Le représentant de la SENA indique alors que l'enceinte de sécurité a été calculée pour une pression de 4 bars et une température de 150°. L'évolution ultérieure de la pression dans l'enceinte a été calculée dans divers cas, correspondant à la défaillance d'un ou de plusieurs des trois circuits de protection devant intervenir, à savoir, l'injection de sécurité, l'aspersion d'eau dans la caverne du réacteur, et la recirculation d'eau dans la caverne du réacteur.

L'accident maximal hypothétique est basé sur le même scénario, mais on suppose ici que tout le cœur est asséché et fondu, libérant dans l'enceinte ses produits de fission. On calcule alors les quantités de produits radioactifs susceptibles d'échapper de la caverne par les fuites. Les ingénieurs de la SENA insistent sur la réalisation de l'étanchéité de la caverne qui a été particulièrement soignée : en plus d'un revêtement bétonné, ils ont a eu recours à un revêtement métallique de 3 mm d'épaisseur, toutes les soudures ont été vérifiées, les pénétrations également. Au vu de ses précautions, la SENA considère qu'une épreuve de pression globale n'est pas nécessaire. Néanmoins une telle épreuve sera effectuée prochainement à la pression de 0,7 bars.

L'examen des effluents radioactifs, liquides ou gazeux, montre que les normes sont respectées en fonctionnement normal, et qu'en cas d'accident, les conséquences seraient minimes : en cas de rupture d'un tube de générateur de vapeur, le débit de dose d'irradiation externe serait de 0,84 mRem/heure; la dose thyroïde intégrée d'iode radioactif serait de 45 mRem.
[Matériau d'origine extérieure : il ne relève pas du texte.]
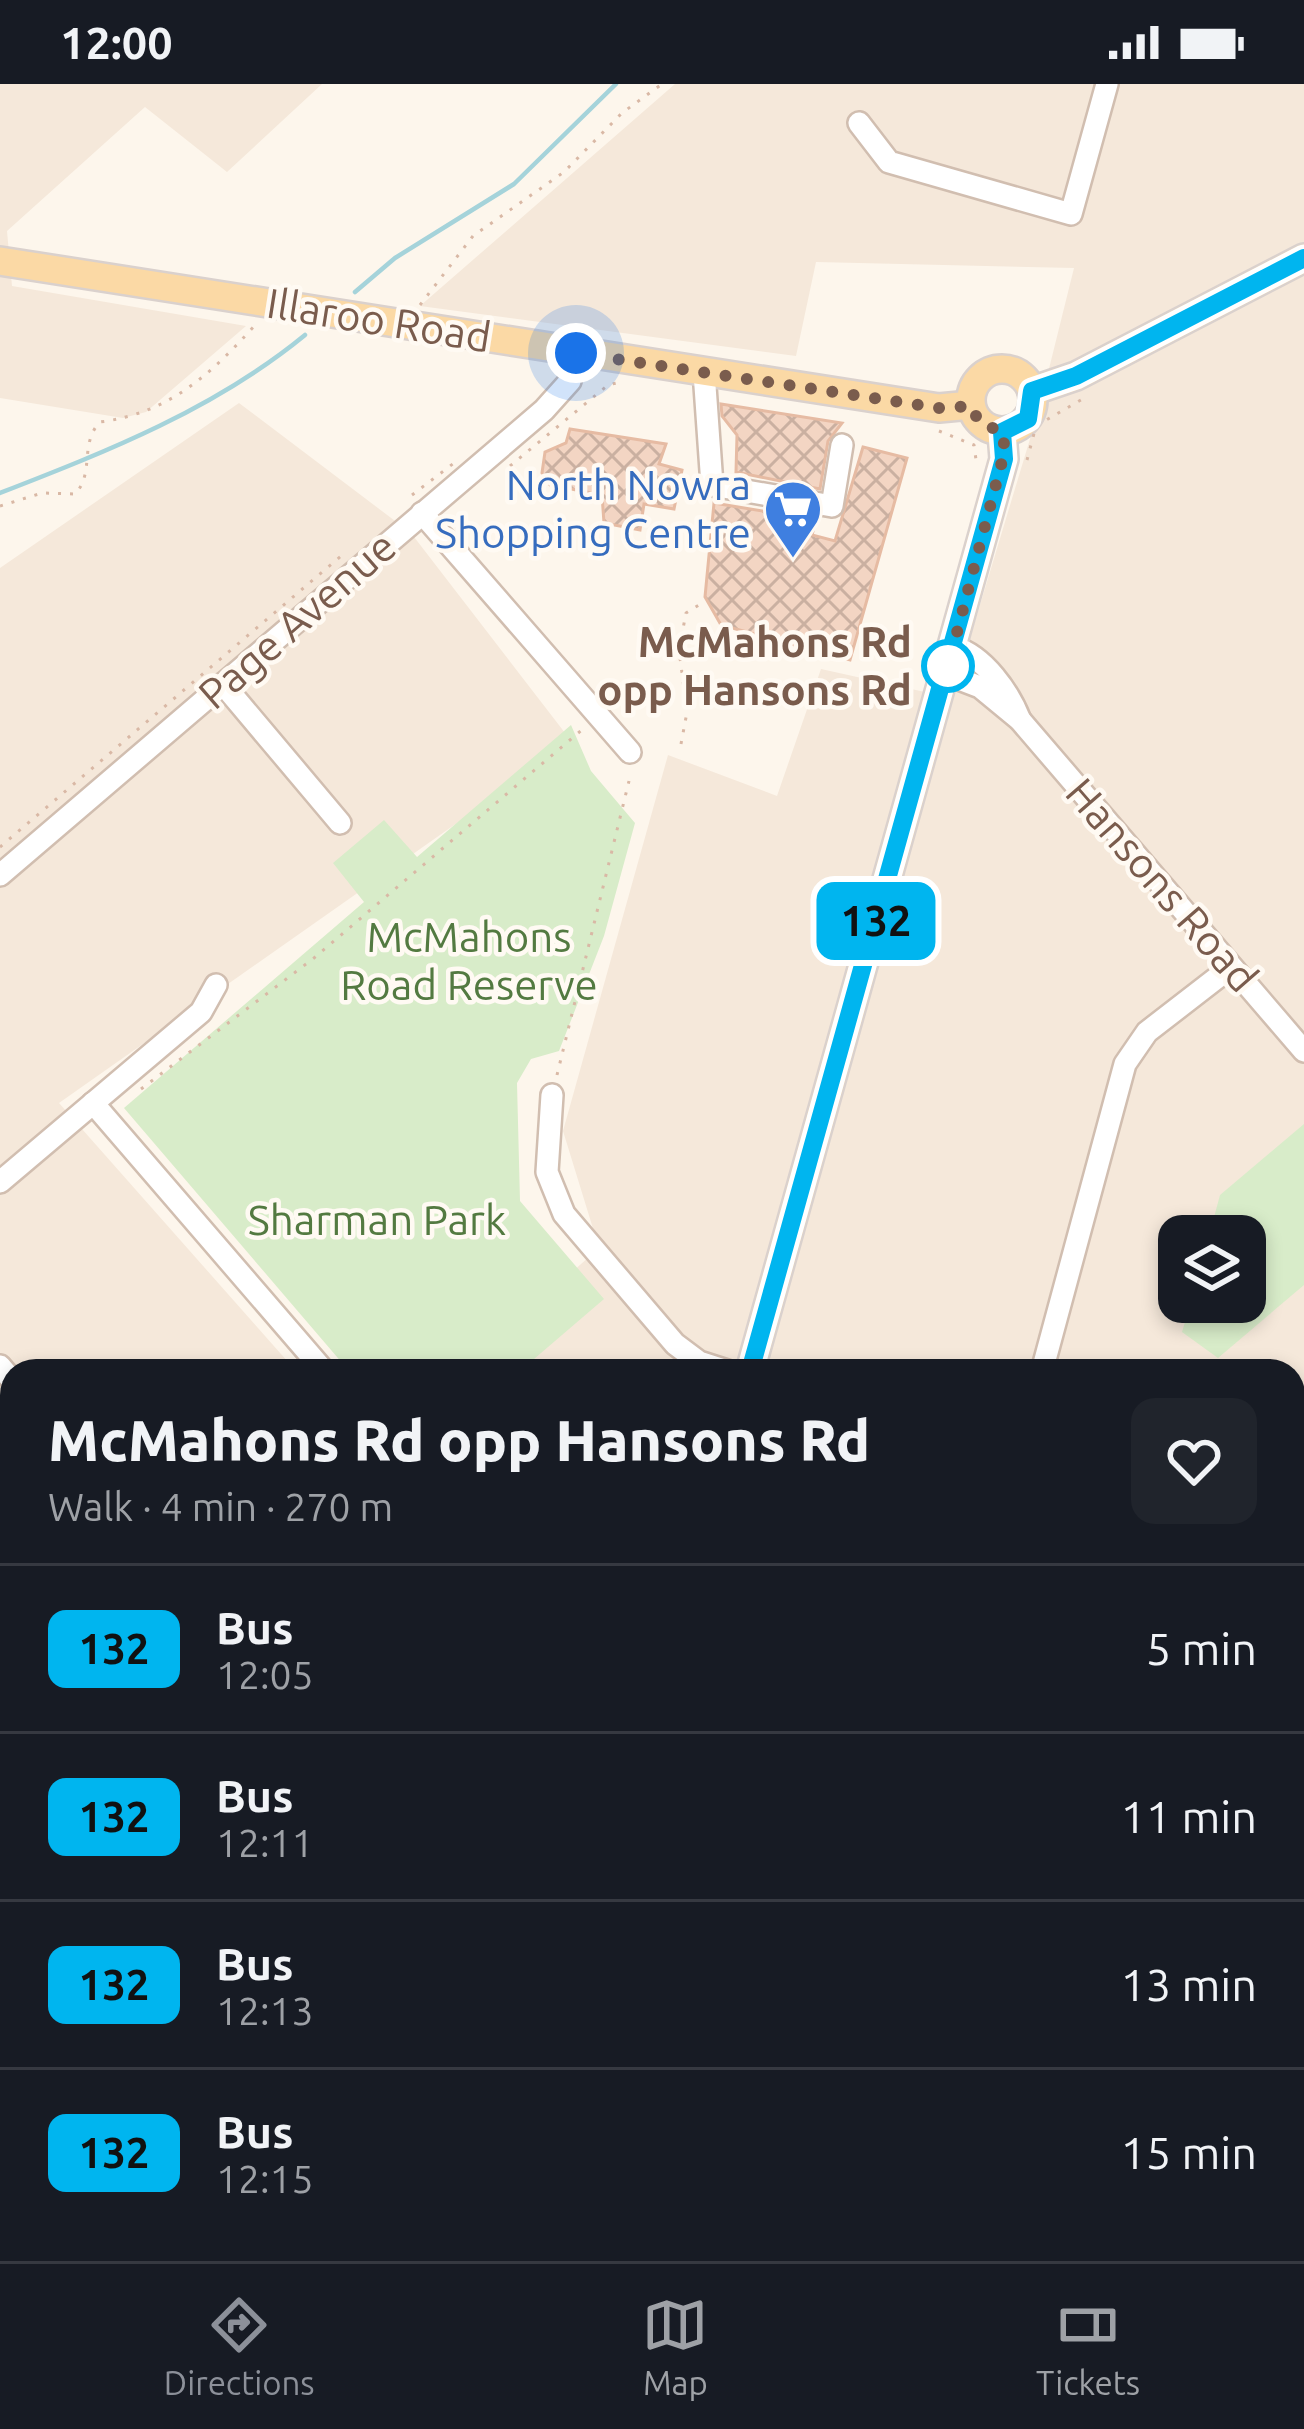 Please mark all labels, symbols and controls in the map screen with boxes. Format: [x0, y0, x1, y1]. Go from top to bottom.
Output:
text: 12:00 [60, 17, 173, 68]
street label: Illaroo Road [264, 279, 494, 360]
your location [546, 323, 606, 383]
place label: North Nowra Shopping Centre [435, 461, 751, 556]
supermarket icon: North Nowra Shopping Centre [762, 478, 824, 560]
street label: Page Avenue [189, 522, 404, 718]
place label: McMahons Rd opp Hansons Rd [597, 618, 912, 713]
marker: McMahons Rd opp Hansons Rd [923, 641, 973, 691]
street label: Hansons Road [1057, 769, 1267, 1001]
line badge: 132 [807, 882, 945, 960]
text: 132 [840, 897, 912, 944]
park label: McMahons Road Reserve [340, 913, 598, 1008]
park label: Sharman Park [248, 1196, 506, 1243]
map controls [1158, 1215, 1266, 1323]
button: layers [1158, 1215, 1266, 1323]
button: heart [1131, 1398, 1257, 1524]
text: McMahons Rd opp Hansons Rd [48, 1408, 870, 1472]
text: Walk · 4 min · 270 m [48, 1485, 393, 1528]
text: Bus [216, 1602, 293, 1653]
text: 5 min [1146, 1623, 1257, 1674]
text: 132 [78, 1625, 150, 1672]
text: 12:05 [216, 1653, 314, 1696]
text: Bus [216, 1770, 293, 1821]
text: 11 min [1120, 1791, 1257, 1842]
text: 132 [78, 1793, 150, 1840]
text: 12:11 [216, 1821, 314, 1864]
text: Bus [216, 1938, 293, 1989]
text: 13 min [1120, 1959, 1257, 2010]
text: 132 [78, 1961, 150, 2008]
text: 12:13 [216, 1989, 314, 2032]
text: Bus [216, 2106, 293, 2157]
text: 15 min [1120, 2127, 1257, 2178]
text: 132 [78, 2129, 150, 2176]
text: 12:15 [216, 2157, 314, 2200]
tab: Directions [164, 2292, 315, 2401]
tab: Map [642, 2292, 708, 2401]
tab: Tickets [1036, 2292, 1140, 2401]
En cas d'accident maximal hypothétique, sur la base d'hypothèses réalistes, le responsable considère qu'il n'y aurait pas de problème grave de santé, l'activité du dépôt au sol d'iode 131 nécessiterait cependant la mise en œuvre d'une surveillance du lait.
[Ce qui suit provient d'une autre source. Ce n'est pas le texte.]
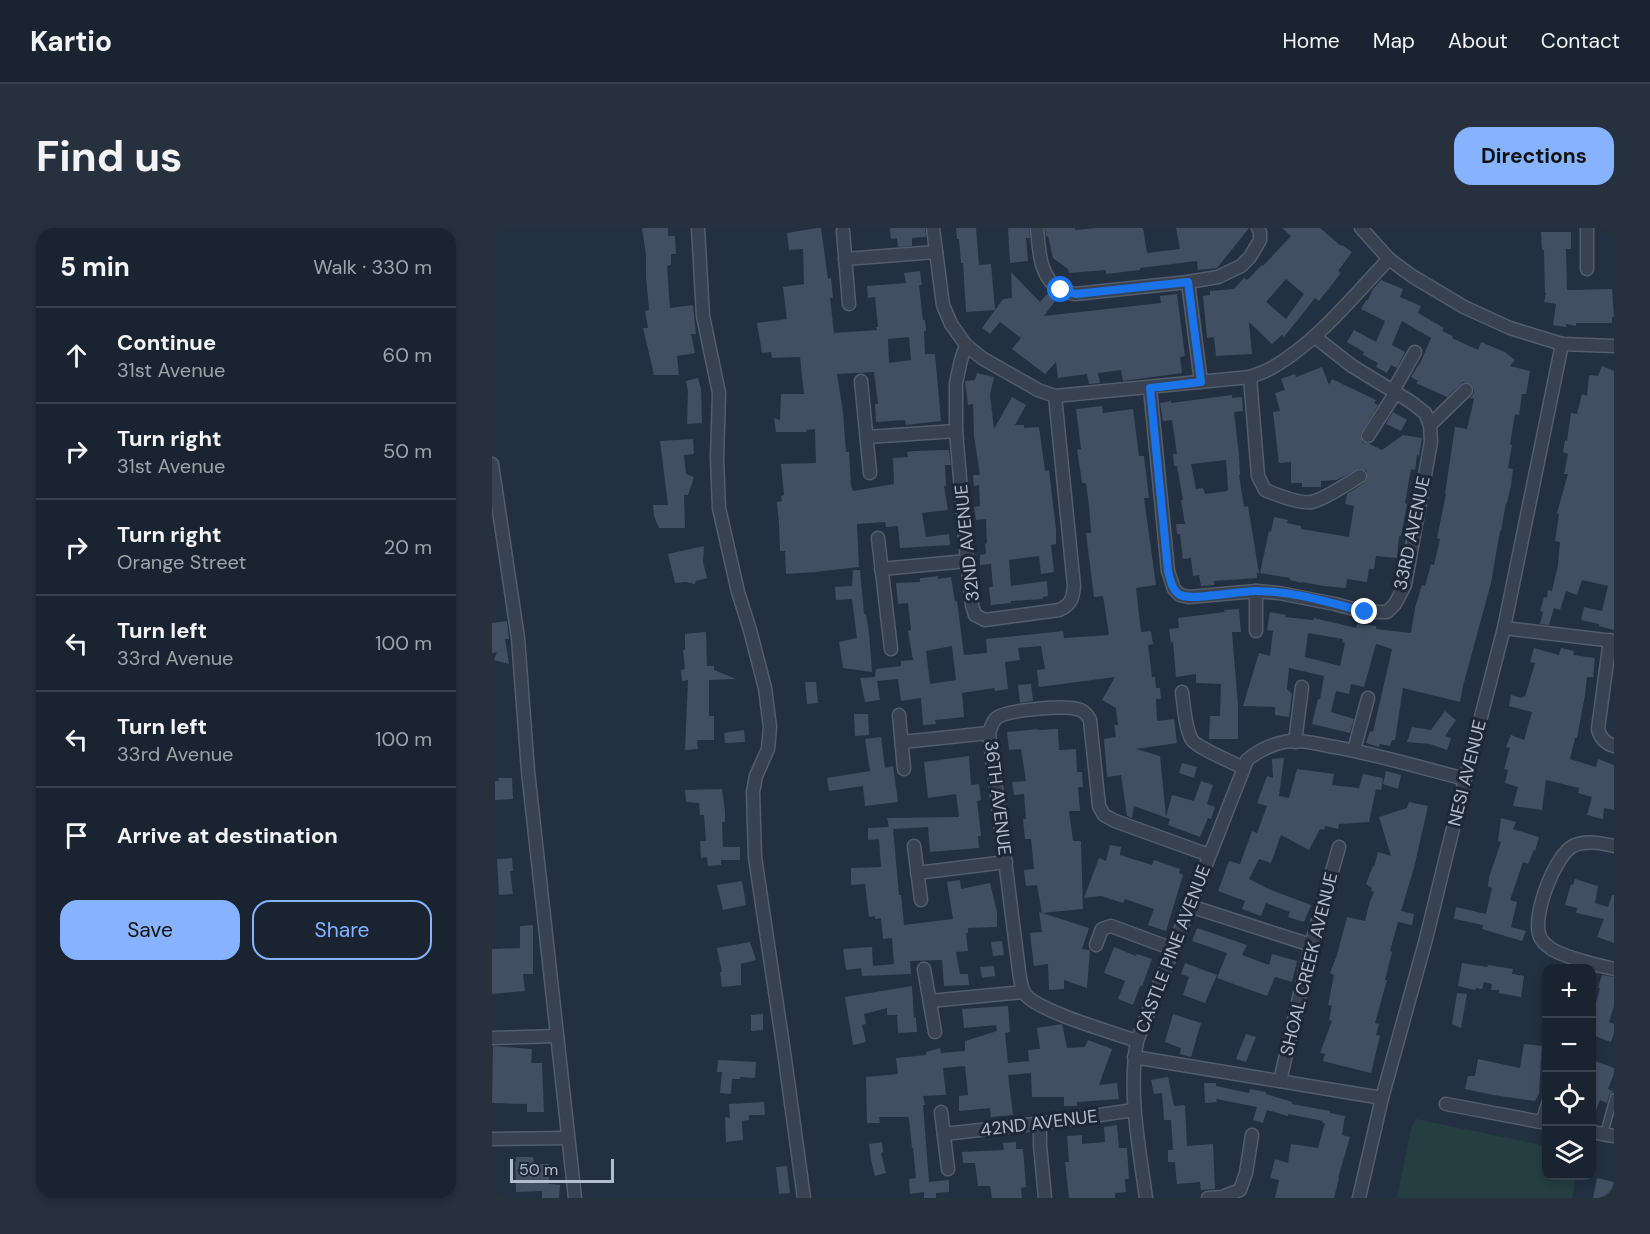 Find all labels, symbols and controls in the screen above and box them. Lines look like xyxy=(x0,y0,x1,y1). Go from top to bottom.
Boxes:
text: Kartio xyxy=(30,23,112,60)
text: Home xyxy=(1282,27,1340,55)
text: Map xyxy=(1373,27,1415,55)
text: About xyxy=(1448,27,1508,55)
text: Contact xyxy=(1541,27,1620,55)
button: Directions xyxy=(1454,127,1614,185)
text: Find us xyxy=(36,129,182,184)
text: 5 min xyxy=(60,250,130,284)
text: Walk · 330 m xyxy=(313,254,432,280)
route start xyxy=(1047,276,1073,302)
text: Continue xyxy=(117,328,216,357)
icon: ahead xyxy=(60,339,93,372)
text: 60 m xyxy=(383,342,432,368)
text: 31st Avenue xyxy=(117,357,225,383)
text: Turn right xyxy=(117,424,222,453)
icon: right xyxy=(60,435,93,468)
text: 50 m xyxy=(383,438,432,464)
text: 31st Avenue xyxy=(117,453,225,479)
street label: 33RD AVENUE xyxy=(1388,474,1436,592)
street label: 32ND AVENUE xyxy=(949,483,985,603)
text: Turn right xyxy=(117,520,222,549)
icon: right xyxy=(60,531,93,564)
text: 20 m xyxy=(384,534,432,560)
text: Orange Street xyxy=(117,549,246,575)
route end xyxy=(1351,598,1377,624)
text: Turn left xyxy=(117,616,207,645)
icon: left xyxy=(60,627,93,660)
text: 100 m xyxy=(375,630,432,656)
text: 33rd Avenue xyxy=(117,645,233,671)
text: Turn left xyxy=(117,712,207,741)
street label: NESI AVENUE xyxy=(1442,717,1492,829)
icon: left xyxy=(60,723,93,756)
text: 100 m xyxy=(375,726,432,752)
street label: 36TH AVENUE xyxy=(979,739,1017,857)
text: 33rd Avenue xyxy=(117,741,233,767)
icon: arrive xyxy=(60,819,93,852)
text: Arrive at destination xyxy=(117,821,338,850)
street label: CASTLE PINE AVENUE xyxy=(1130,862,1216,1036)
street label: SHOAL CREEK AVENUE xyxy=(1275,870,1343,1058)
button: Save xyxy=(60,900,240,960)
button: Share xyxy=(252,900,432,960)
map controls xyxy=(1542,964,1596,1180)
button: + xyxy=(1542,964,1596,1018)
button: − xyxy=(1542,1018,1596,1072)
button: locate xyxy=(1542,1072,1596,1126)
street label: 42ND AVENUE xyxy=(979,1104,1099,1142)
button: layers xyxy=(1542,1126,1596,1180)
scale bar xyxy=(510,1156,614,1184)
text: 50 m xyxy=(519,1159,558,1180)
Une fois l'examen du dossier terminé, les représentants de la SENA et d'EDF se retirent pour laisser la Commission délibérer. M. Bourgeois donne lecture du projet d'avis préparé par la Sous-Commission de Sûreté des Piles. Deux conditions techniques supplémentaires ont été insérées dans cet avis : d'une part, la limitation de la pression dans la cuve devra faire l'objet d'une étude complémentaire, car certains phénomènes (des «coups de bélier») peuvent se produire et justifient un examen ultérieur; d'autre part, la Sous-Commission de Sûreté des Piles recommande un essai d'étanchéité de la caverne à une pression nettement supérieure aux 0,7 bars prévus par la SENA. Les Services US exigeant un tel essai, M. Bourgeois estime qu'il n'y a pas de raison d'y renoncer. Mais pour le moment il n'est pas possible d'aller au delà de 2,4 bars, sous réserve de déchéance de la garantie des pompes primaires. M. Bourgeois souligne en outre qu'un cahier de spécifications techniques préparé par la SENA est joint à l'avis de la CSIA, ce qui est un précédent, un peu inspiré des autorisations US.
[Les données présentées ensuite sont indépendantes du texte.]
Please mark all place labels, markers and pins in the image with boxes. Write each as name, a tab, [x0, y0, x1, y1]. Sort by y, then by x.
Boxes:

La Commission conclue en donnant son accord au projet d'avis, qui sera communiqué à la SENA et au Cabinet du Ministre délégué chargé de la Recherche Scientifique et des Questions Atomiques et Spatiales en vue de la constitution du dossier d'inspection au titre des installations nucléaires de base.

Notes
414.

PV CSIA, 17/6/66

415.

Pierre Erkes est directeur de la construction de la centrale de 1965 à 1967, puis membre du comité technique jusqu'en 1974. Ingénieur électricien de l'université de Louvain, il a été initié à la technique nucléaire dans les laboratoires américains, notamment à Oak Ridge dès 1962. Il a participé à la construction des réacteurs expérimentaux BR1, BR2 puis BR3.

416.

La partie de la cuve qui se situe à hauteur du cœur du réacteur est soumise à une forte irradiation neutronique qui fragilise l'acier. Cette fragilisation se traduit par l'augmentation de la température de rupture fragile. En cas de forte sollicitation à basse température, la cuve pourrait se rompre. Une température de rupture fragile basse est gage de sécurité. Plus elle augmente, ce qui est inexorable avec le temps, moins la marge de sécurité est importante. L'évolution de cette température au cours du temps détermine donc également la durée de vie de la cuve, et donc de l'installation.